Enrollment with Internet Explorer

Prerequisites

This user guide starts when the PKI certificate request has been approved and the end user (OpenPEPPOL Member) has received the enrollment email (mail with subject 'Enroll for your (xyz OpenPEPPOL) certificate') and the SMS containing the enrollment code.

In order to complete the enrollment process a compatible Operating system and Web browser is needed. For a complete list of supported combinations, please refer to the Requirements-section.

If your browser is unsupported you will see the following information if you try to start the enrollment process.

Issuing process

1. Navigate your web browser to the link in your enrollment mail. You should be greeted with a page asking you to enter the 'Service Provider ID'.
   

   Your assigned 'Service Provider ID' can be found in the enrollment mail.  Please be aware of that if you are applying for multiple certificates then the same Service Provider ID will be reused for all your certificates.
   
   Fill in your Service Provider ID and click continue.

2. In the next step, refer to your received SMS that contains the enrollment code. If you have applied for multiple types of certificates, make sure you use the expected code for the current type of certificate you are enrolling for.

   
   Enter the enrollment code and click continue.

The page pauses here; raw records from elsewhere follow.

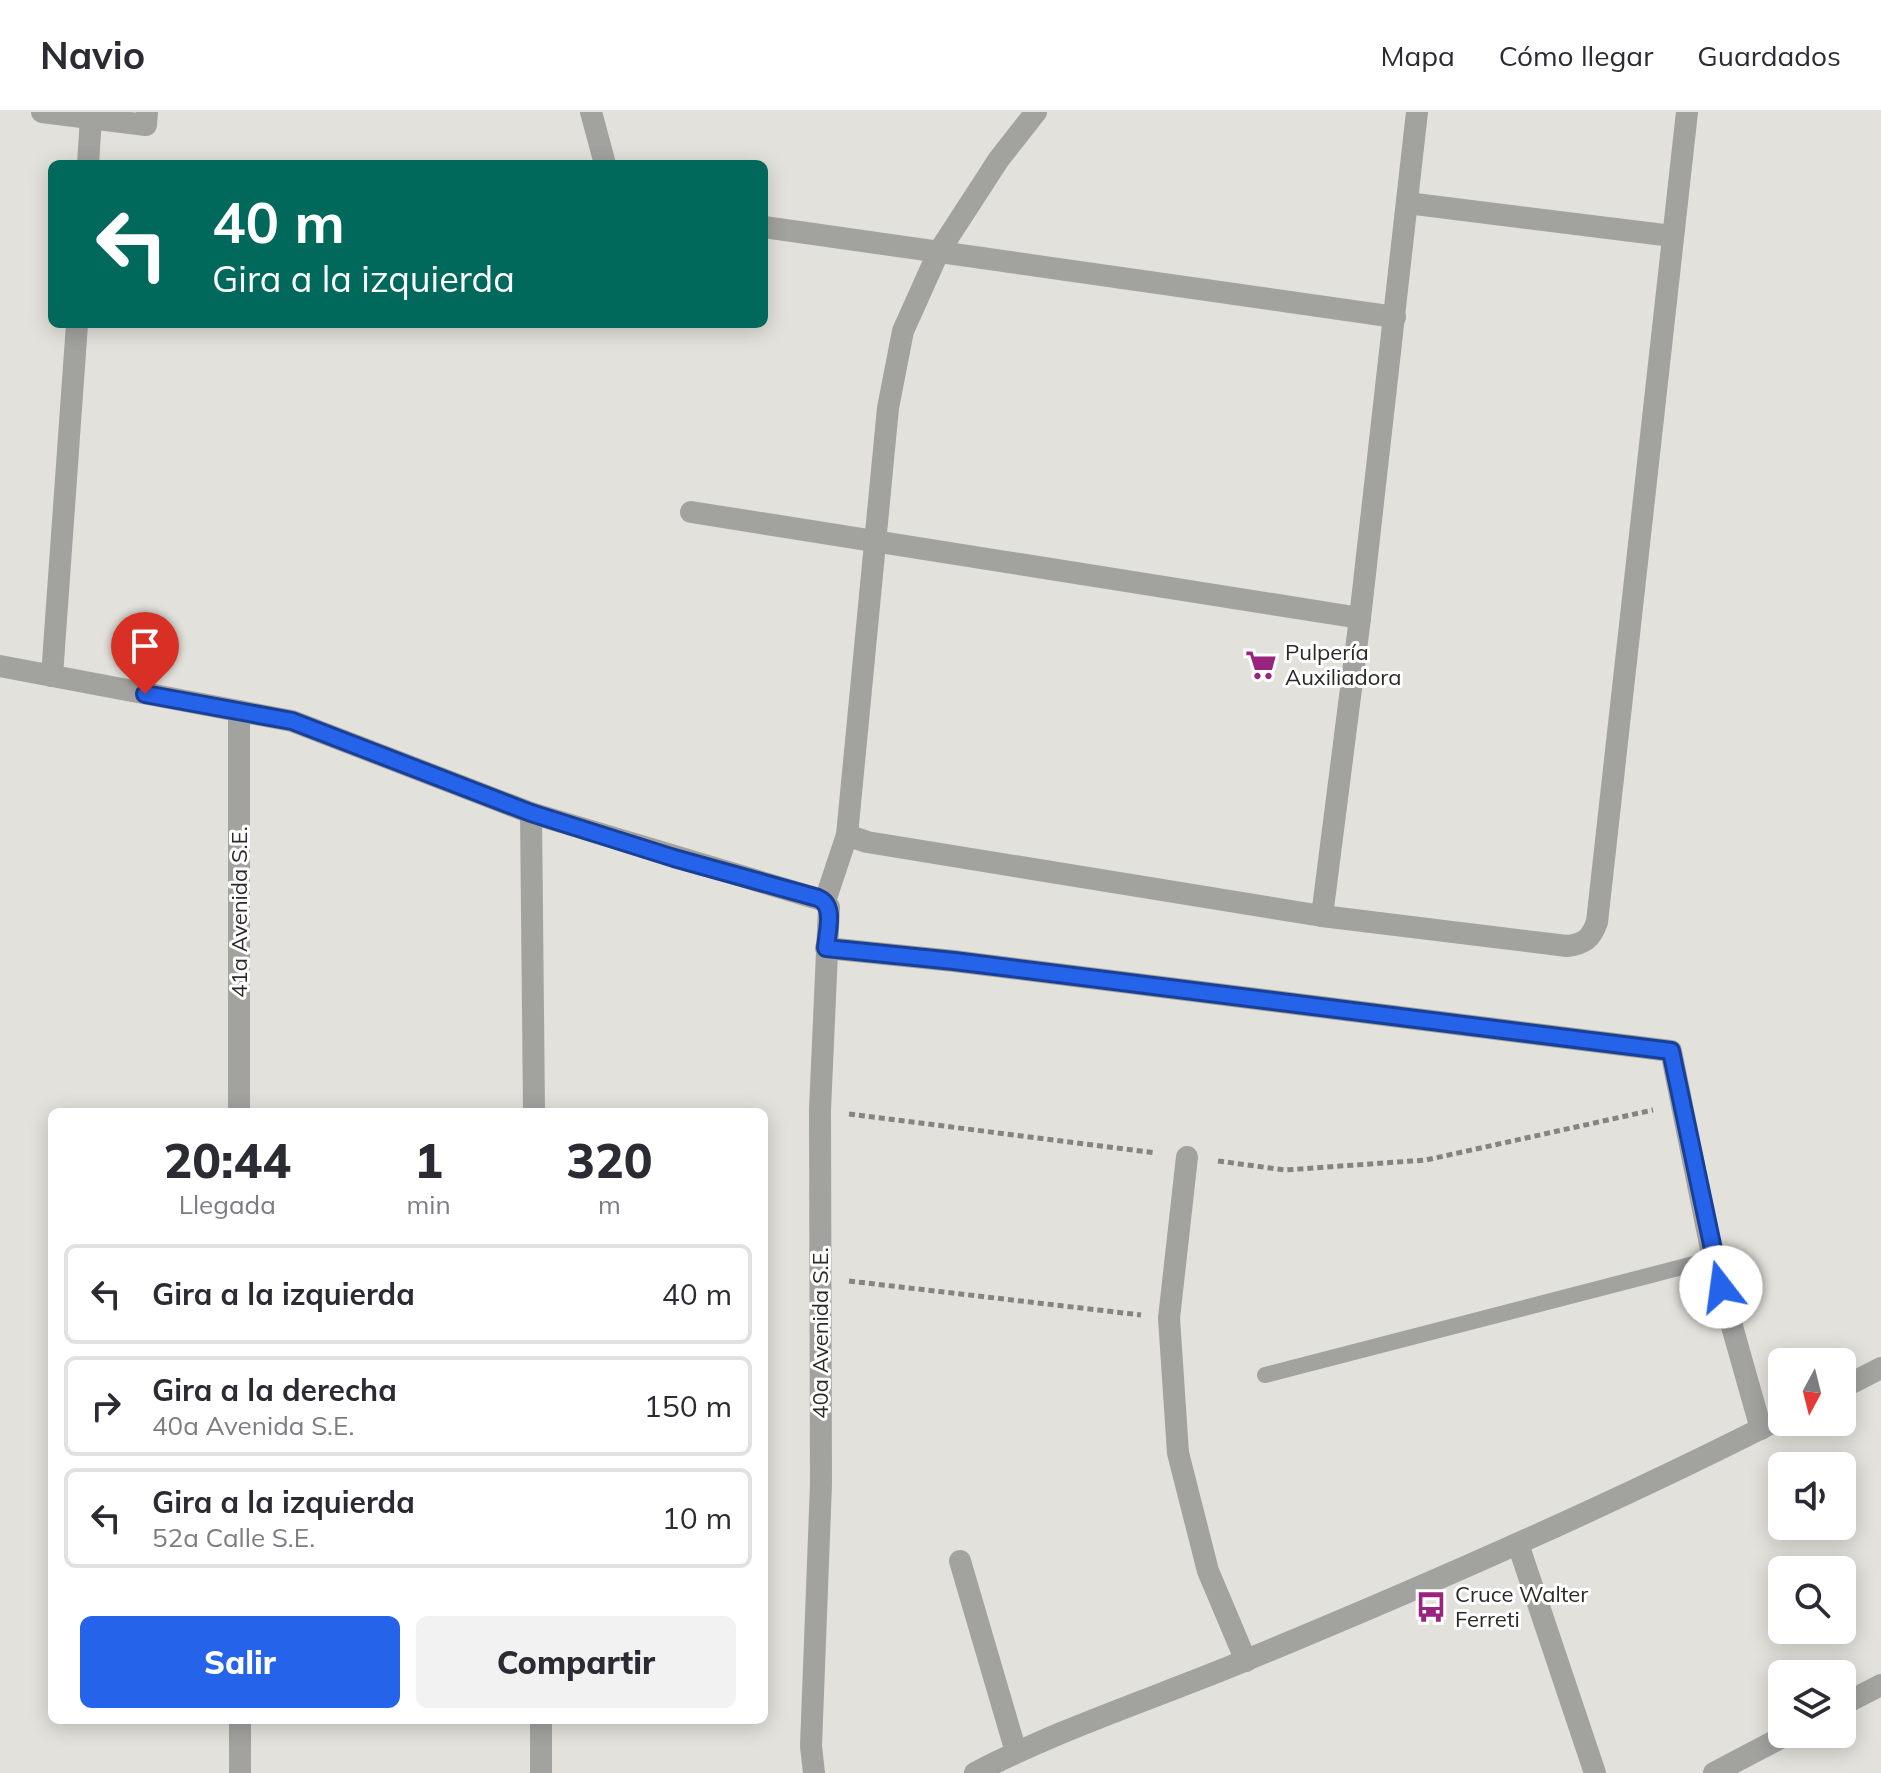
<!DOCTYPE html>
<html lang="es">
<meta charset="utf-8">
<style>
body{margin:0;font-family:Mulish,sans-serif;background:#f2f2f3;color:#2b2b33;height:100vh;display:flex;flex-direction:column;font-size:30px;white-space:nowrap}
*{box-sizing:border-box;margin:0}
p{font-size:26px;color:#7c7c81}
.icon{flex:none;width:44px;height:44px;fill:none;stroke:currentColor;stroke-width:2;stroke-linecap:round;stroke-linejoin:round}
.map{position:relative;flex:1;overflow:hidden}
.drawer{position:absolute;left:48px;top:996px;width:720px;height:616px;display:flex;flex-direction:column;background:#fff;border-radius:12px;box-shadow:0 4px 20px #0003}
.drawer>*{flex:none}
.hud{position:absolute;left:48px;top:48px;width:720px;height:168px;border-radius:12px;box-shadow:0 4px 20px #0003;background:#00695c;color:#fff;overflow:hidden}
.needle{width:52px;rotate:187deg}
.buttons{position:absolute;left:1768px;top:1236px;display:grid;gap:16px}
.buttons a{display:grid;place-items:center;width:88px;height:88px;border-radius:12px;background:#fff;box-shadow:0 4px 20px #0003;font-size:40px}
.pin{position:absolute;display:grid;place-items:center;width:68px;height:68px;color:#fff;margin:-82px -34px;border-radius:50% 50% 50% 0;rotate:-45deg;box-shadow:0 0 8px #0007}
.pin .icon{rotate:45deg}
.me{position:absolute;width:88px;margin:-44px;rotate:345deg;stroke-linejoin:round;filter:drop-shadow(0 0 6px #0008)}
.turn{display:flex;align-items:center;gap:28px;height:168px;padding:0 32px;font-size:36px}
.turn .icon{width:104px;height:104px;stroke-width:2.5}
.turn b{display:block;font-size:56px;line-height:68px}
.eta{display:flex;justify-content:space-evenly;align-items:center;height:136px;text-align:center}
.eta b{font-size:48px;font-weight:800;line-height:56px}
.action{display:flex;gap:16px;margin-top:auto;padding:16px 32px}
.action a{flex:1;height:92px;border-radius:12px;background:#2563eb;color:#fff;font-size:32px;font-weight:800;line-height:92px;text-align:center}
.action a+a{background:#f2f2f3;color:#2b2b33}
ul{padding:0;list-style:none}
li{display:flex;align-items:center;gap:24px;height:100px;margin:0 16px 12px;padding:0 16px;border:4px solid #e1e1e2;border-radius:12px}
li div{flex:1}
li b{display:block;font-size:30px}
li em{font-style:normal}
header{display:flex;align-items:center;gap:48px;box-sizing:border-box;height:112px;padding:0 40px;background:#fff;border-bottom:2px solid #e1e1e2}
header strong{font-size:38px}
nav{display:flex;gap:44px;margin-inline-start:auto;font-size:28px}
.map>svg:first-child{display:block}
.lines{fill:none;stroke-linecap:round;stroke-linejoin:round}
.path{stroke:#868480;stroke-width:5;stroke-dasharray:6 4;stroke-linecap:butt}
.service{stroke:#a2a29f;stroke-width:16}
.minor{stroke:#a2a29f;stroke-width:22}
.tertiary{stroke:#a2a29f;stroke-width:22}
.route-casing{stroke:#184099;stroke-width:20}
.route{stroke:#2563eb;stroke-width:14}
.labels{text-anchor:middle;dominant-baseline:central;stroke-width:6;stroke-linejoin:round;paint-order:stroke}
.poi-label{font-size:22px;fill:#2b2a28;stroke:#fff;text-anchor:start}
.street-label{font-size:22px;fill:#2b2a28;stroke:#fff}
</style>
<header>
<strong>Navio</strong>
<nav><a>Mapa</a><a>Cómo llegar</a><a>Guardados</a></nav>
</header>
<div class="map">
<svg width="1881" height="1661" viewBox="0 0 1881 1661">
<rect width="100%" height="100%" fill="#e3e1db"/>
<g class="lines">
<g class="path">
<polyline points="849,1002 1156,1041"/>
<polyline points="1218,1049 1285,1058 1426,1048 1653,998"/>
<polyline points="849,1169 1141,1203"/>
</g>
<polyline class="service" points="1265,1263 1713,1147"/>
<g class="minor">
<polyline points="42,0 146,13 147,0"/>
<polyline points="591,0 605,52"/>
<path d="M1036,0L999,47L938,141L903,219L888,296L847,723L867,730L1322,804L1567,834C1584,832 1591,827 1597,810L1687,0"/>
<polyline points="88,52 91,6"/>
<polyline points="1407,91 1672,124"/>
<polyline points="764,115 1395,205"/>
<polyline points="691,400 1360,506"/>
<polyline points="0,554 292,609 531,701 825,789 829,795 820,998 821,1372 811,1634 814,1661"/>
<polyline points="52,564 77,212"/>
<polyline points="239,599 239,1000"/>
<polyline points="531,701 534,1000"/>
<polyline points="825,789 847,723"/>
<polyline points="1322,804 1360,506 1417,0"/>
<polyline points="826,836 954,849 1671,939 1713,1147 1761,1317"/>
<polyline points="1187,1045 1169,1206 1178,1341 1208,1459 1246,1549"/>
<polyline points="1518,1432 1595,1661"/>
<polyline points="960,1449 1016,1640"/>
<polyline points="1842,1593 1881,1573"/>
<polyline points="240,1608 240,1661"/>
<polyline points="541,1608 541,1661"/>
<polyline points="1714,1661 1788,1622"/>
</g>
<g class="tertiary">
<polyline points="1842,1276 1881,1256"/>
<path d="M975,1661C1061,1616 1155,1586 1244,1549C1426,1474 1607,1395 1782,1306"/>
</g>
</g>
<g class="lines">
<defs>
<path id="route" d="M145,582L292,609L531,701L674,746L818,786C836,793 827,820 826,836L954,849L1671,939L1721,1175"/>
</defs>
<use href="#route" class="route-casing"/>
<use href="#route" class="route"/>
</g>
<defs>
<symbol id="supermarket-bare" viewBox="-9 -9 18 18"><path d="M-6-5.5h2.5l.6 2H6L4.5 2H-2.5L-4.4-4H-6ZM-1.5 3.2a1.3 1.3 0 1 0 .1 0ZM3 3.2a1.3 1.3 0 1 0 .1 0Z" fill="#99237e" stroke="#fff" stroke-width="2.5" paint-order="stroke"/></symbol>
<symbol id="bus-bare" viewBox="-9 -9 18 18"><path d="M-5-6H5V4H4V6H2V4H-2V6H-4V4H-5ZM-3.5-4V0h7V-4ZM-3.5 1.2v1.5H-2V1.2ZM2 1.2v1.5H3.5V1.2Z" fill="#99237e" stroke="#fff" stroke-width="2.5" paint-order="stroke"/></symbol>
</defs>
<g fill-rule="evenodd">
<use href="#supermarket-bare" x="1239" y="531" width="44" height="44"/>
<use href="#bus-bare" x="1409" y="1473" width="44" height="44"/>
</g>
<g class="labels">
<g class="poi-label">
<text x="1285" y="540">Pulpería<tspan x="1285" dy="25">Auxiliadora</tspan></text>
<text x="1455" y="1482">Cruce Walter<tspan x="1455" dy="25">Ferreti</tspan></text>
</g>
<g class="street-label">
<text transform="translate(239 800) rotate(-90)">41a Avenida S.E.</text>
<text transform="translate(820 1221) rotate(-90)">40a Avenida S.E.</text>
</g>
</g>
</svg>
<div class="buttons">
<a><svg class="needle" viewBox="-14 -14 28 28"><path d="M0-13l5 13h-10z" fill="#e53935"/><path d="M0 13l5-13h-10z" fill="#7c7c81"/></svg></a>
<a><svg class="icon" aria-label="sound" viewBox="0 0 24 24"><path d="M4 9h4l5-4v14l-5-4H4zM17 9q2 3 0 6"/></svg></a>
<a><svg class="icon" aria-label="search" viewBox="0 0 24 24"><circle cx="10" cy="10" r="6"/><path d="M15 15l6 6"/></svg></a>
<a><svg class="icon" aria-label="layers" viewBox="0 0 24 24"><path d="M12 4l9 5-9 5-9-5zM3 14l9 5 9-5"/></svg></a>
</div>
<div class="pin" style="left:145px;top:582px;background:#d93025"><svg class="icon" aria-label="arrive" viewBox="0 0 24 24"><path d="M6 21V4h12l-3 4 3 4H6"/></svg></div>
<svg class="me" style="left:1721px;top:1175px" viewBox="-20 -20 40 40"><circle r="19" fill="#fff"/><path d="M0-13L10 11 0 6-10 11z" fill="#2563eb"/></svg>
<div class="hud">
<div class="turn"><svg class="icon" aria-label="left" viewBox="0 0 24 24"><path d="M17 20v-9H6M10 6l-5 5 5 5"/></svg><div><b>40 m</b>Gira a la izquierda</div></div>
</div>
<section class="drawer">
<div class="eta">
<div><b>20:44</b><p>Llegada</p></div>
<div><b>1</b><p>min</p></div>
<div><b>320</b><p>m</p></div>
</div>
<ul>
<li><svg class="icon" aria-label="left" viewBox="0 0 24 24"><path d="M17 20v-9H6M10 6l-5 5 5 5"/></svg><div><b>Gira a la izquierda</b></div><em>40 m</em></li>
<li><svg class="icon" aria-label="right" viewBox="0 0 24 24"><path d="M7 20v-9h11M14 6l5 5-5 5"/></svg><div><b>Gira a la derecha</b><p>40a Avenida S.E.</p></div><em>150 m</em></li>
<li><svg class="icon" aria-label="left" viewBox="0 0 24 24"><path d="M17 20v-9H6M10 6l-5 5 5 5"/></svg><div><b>Gira a la izquierda</b><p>52a Calle S.E.</p></div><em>10 m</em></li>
</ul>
<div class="action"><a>Salir</a><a>Compartir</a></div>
</section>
</div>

3. Next step will confirm whether you entered the expected details correctly.

   

   Verify that the displayed information is correct and click continue.

   
   

4. You will now be informed about the certificate generation process.

   

   Read through the information and click 'Install certificate'

   
   

5. The certificate will now be generated and installed in your web browsers keystore. During the process you will need to acknowledge two alerts.

   

   Click 'Yes' to confirm and close the first alert.

   

   Click 'Yes' to confirm and close the second alert.

   

   Your certificate has now been installed in the web browsers key store.

   It is now safe to close the web browser tab you used for the certificate generation process

   
   

Export the certificate

In order to use your certificate in your implementation you must export the certificate key-pair.

1. In your web browser (that you used during the enrollment), navigate to the menu.

   

   Click 'Internet Options'

   
   

2. An option pane will open.

   

   Click the 'Content' tab, and then click 'Certificates'.

   
   

3. The next pane will list all installed certificates.

   

   Choose the certificate you wish to export and click export.

   
   

4. Click next.

   

   
   

5. Confirm that you wish to export your private certificate

   

   Click next.

   
   

6. Choose the export options in the next pane.

   

   The recommended format is PKCS 12 and to include the complete certificate chain if available. It is also recommended to delete the certificate from the web browser keystore once it has been successfully exported. Click next once the selections have been made.

   
   

7. Choose password protection and pick a password

   

   Click next.

   
   

8. Pick a location to save your PKCS12-file

   

   Click Save.

   
   

9. Verify all made settings

   

   Click Finish.

   
   

10. You have exported your certificate and it is ready to be used in your implementation. Make sure to verify that the certificate has been deleted from the web browser keystore to minimize risk of compromising the certificate.